Она подняла на меня свои кроткие большие глаза с опухшими от слез веками. Меня охватила какая-то невыразимая жалость. Мне вдруг захотелось ее обнять, приласкать, наговорить тех слов, от которых делается тепло на душе. Помню, что больше всего меня подкупала в ней эта детская покорность и беззащитность.
– Любочка, вам холодно?
– Нет…
– Вы хотите есть?
– Нет…
– Вы устали?
– Нет… Если вам не трудно, дайте мне стакан воды.
Это была трогательная просьба. Только воды, и больше ничего. Она выпила залпом два стакана, и я чувствовал, как она дрожит. Да, нужно было предпринять что-то энергичное, решительное, что-то сделать, что-то сказать, а я думал о том, как давеча нехорошо поступил, сделав вид, что не узнал ее в саду. Кто знает, какие страшные мысли роятся в этой девичьей голове…
– Знаете что, Любочка, идите спать в нашу избушку, а я пойду гулять в парк. Мне все равно не спится, а до утра осталось немного… Потом мы поговорим серьезно.
Это предложение точно испугало ее. Любочка опять сделала такое движение, как человек, у которого единственное спасение в бегстве. Я понял, что это значило, и еще раз возненавидел Пепку: она не решалась переночевать в нашей избушке потому, что боялась возбудить ревнивые подозрения в моем друге. Мне сделалось обидно от такой постановки вопроса, точно я имел в виду воспользоваться ее беззащитным положением. «Она глупа до святости», – мелькнула у меня мысль в голове.
– Мне решительно ничего не нужно, – прошептала она в ответ на мои обидные мысли. – Ничего… Только, ради бога, не гоните меня.
– Послушайте, Любочка, ведь это сумасшествие! Да, настоящее сумасшествие… Ведь вы знаете, что Пепко уехал, вернее сказать – бежал?..
– Да, знаю…
– Зачем же вы остались в таком случае?
Она посмотрела на меня и совершенно серьезно ответила:
– Не знаю… Да мне и некуда идти… Я ничего не знаю.
– Послушайте, нужно же иметь хотя маленькое самолюбие: человек бегает от вас самым позорным образом, ведет себя, как… как… ну, как негодяй, если хотите знать.
– Что вы, что вы?! – испугалась еще раз Любочка, вскакивая. – Это я сама виновата… Да, сама, а Агафон Павлыч хороший.
– Хороший?.. ха-ха!
Меня начала душить бессильная злость. Что вы будете тут делать или говорить?.. У Любочки, очевидно, голова была не в порядке. А она смотрела на меня полными ненависти глазами и тяжело дышала. «Он хороший, хороший, хороший»… говорили эти покорные глаза и вся ее фигура.
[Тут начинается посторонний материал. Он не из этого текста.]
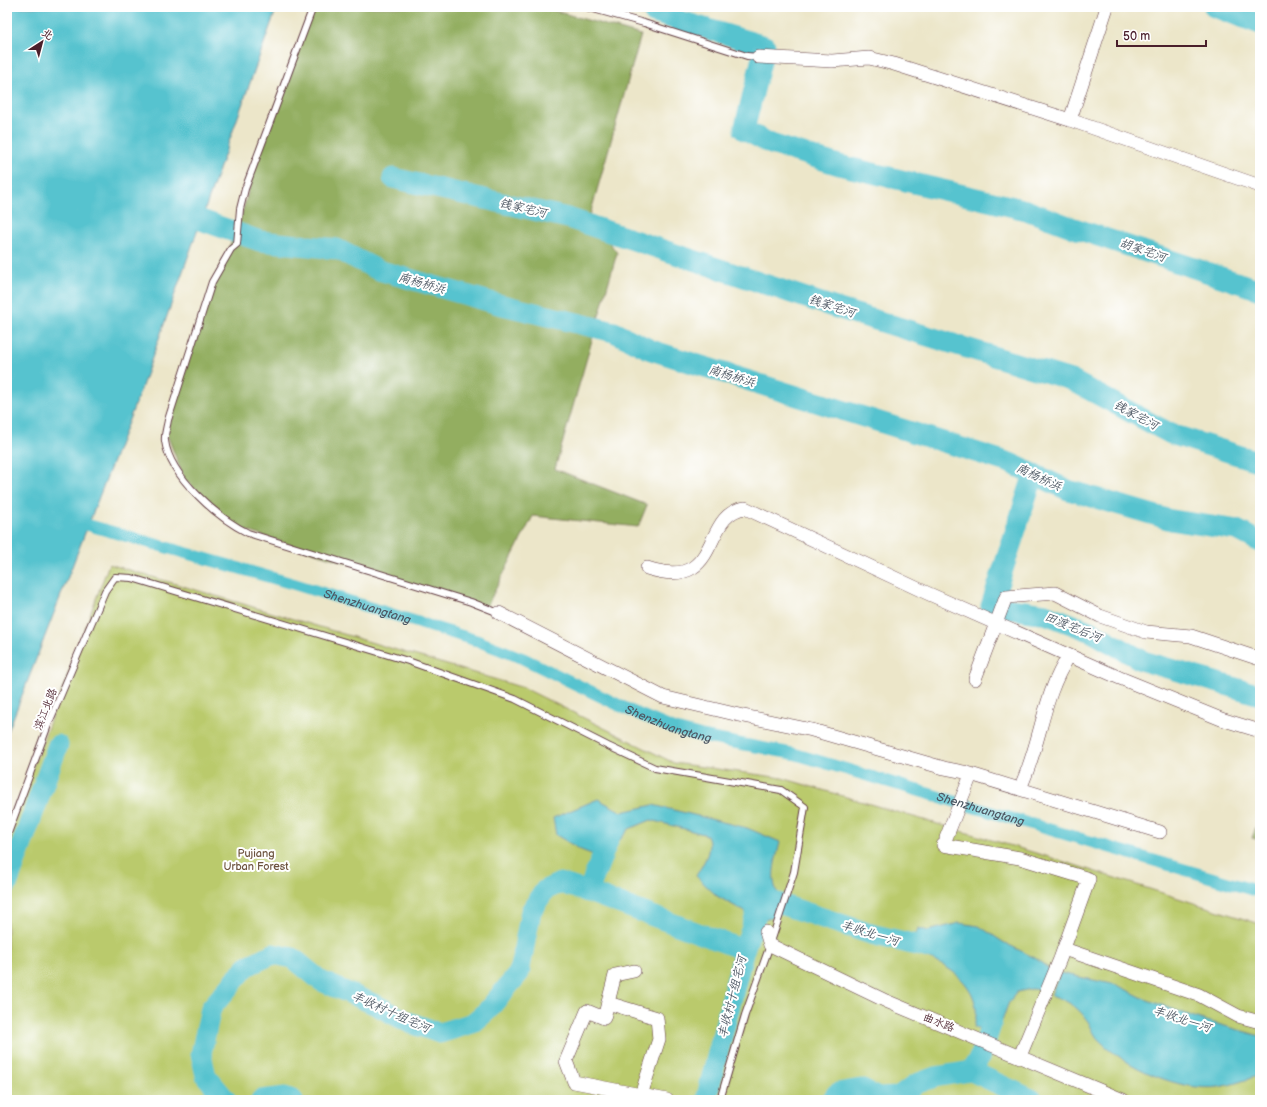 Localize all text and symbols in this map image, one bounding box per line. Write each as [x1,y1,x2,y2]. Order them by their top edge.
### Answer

Наступила неловкая и тяжелая пауза. Небо сделалось серым, – близился солнцевосход. Где-то в дачном садике чирикнула первая птичка. Белая ночь кончалась. Любочка опять впала в свое полузабытье. В сущности я только теперь хорошенько рассмотрел ее. Она была почти красива, вернее сказать – миловидна. Эти большие испуганные глаза смотрели с такой затаенной скорбью. Меня, между прочим, поразила одна особенность – современный женский костюм совсем не приспособлен для таких положений, в каком находилась сейчас Любочка. Шерстяная юбка была некрасиво смята, шляпа съехала набок, летняя накидка висела какой-то тряпкой, сложенный зонтик походил на сломанное крыло птицы; одним словом, все это не годилось для трагической обстановки, напоминая будничную дешевенькую суету.
– Нужно же что-нибудь делать, Любочка, – заговорил я, набираясь сил. – Так нельзя…
– Что нельзя?
– Да вот сидеть так…
– Идите спать… А я посижу здесь… Может быть, я вас компрометирую?